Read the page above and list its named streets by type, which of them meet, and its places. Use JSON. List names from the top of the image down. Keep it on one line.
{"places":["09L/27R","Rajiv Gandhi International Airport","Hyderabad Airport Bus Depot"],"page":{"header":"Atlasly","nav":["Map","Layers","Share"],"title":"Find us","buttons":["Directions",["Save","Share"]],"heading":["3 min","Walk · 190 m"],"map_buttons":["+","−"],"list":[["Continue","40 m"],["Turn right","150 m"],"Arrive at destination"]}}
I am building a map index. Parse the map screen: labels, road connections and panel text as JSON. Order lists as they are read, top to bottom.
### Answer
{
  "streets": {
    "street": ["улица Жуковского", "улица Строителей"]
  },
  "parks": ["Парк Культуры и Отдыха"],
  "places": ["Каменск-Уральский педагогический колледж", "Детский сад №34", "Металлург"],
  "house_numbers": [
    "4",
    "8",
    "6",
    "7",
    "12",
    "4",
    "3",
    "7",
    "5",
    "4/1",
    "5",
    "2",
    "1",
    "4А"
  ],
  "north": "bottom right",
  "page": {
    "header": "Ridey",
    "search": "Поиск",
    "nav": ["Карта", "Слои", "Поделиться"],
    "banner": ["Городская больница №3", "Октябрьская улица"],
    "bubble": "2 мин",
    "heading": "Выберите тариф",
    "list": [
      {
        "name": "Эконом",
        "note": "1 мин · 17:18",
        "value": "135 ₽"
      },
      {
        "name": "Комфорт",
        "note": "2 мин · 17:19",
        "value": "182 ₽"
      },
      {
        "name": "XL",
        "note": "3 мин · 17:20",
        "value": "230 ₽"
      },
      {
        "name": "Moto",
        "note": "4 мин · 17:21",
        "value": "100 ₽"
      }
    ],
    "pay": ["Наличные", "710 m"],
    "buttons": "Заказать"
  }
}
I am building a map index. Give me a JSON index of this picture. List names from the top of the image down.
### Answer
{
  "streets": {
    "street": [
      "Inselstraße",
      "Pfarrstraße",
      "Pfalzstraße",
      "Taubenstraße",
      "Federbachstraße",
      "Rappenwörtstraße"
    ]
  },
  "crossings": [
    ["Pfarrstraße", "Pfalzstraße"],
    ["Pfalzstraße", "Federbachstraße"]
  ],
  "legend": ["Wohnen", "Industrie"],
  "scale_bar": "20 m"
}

::::::::::

### EXERCISE DESCRIPTION
With no words changed, transcribe the records above.

### EXERCISE OUTPUT
Read the page above and list its named streets by type, which of them meet, and its places. Use JSON. List names from the top of the image down. Keep it on one line.
{"places":["09L/27R","Rajiv Gandhi International Airport","Hyderabad Airport Bus Depot"],"page":{"header":"Atlasly","nav":["Map","Layers","Share"],"title":"Find us","buttons":["Directions",["Save","Share"]],"heading":["3 min","Walk · 190 m"],"map_buttons":["+","−"],"list":[["Continue","40 m"],["Turn right","150 m"],"Arrive at destination"]}}
I am building a map index. Parse the map screen: labels, road connections and panel text as JSON. Order lists as they are read, top to bottom.
### Answer
{
  "streets": {
    "street": ["улица Жуковского", "улица Строителей"]
  },
  "parks": ["Парк Культуры и Отдыха"],
  "places": ["Каменск-Уральский педагогический колледж", "Детский сад №34", "Металлург"],
  "house_numbers": [
    "4",
    "8",
    "6",
    "7",
    "12",
    "4",
    "3",
    "7",
    "5",
    "4/1",
    "5",
    "2",
    "1",
    "4А"
  ],
  "north": "bottom right",
  "page": {
    "header": "Ridey",
    "search": "Поиск",
    "nav": ["Карта", "Слои", "Поделиться"],
    "banner": ["Городская больница №3", "Октябрьская улица"],
    "bubble": "2 мин",
    "heading": "Выберите тариф",
    "list": [
      {
        "name": "Эконом",
        "note": "1 мин · 17:18",
        "value": "135 ₽"
      },
      {
        "name": "Комфорт",
        "note": "2 мин · 17:19",
        "value": "182 ₽"
      },
      {
        "name": "XL",
        "note": "3 мин · 17:20",
        "value": "230 ₽"
      },
      {
        "name": "Moto",
        "note": "4 мин · 17:21",
        "value": "100 ₽"
      }
    ],
    "pay": ["Наличные", "710 m"],
    "buttons": "Заказать"
  }
}
I am building a map index. Give me a JSON index of this picture. List names from the top of the image down.
### Answer
{
  "streets": {
    "street": [
      "Inselstraße",
      "Pfarrstraße",
      "Pfalzstraße",
      "Taubenstraße",
      "Federbachstraße",
      "Rappenwörtstraße"
    ]
  },
  "crossings": [
    ["Pfarrstraße", "Pfalzstraße"],
    ["Pfalzstraße", "Federbachstraße"]
  ],
  "legend": ["Wohnen", "Industrie"],
  "scale_bar": "20 m"
}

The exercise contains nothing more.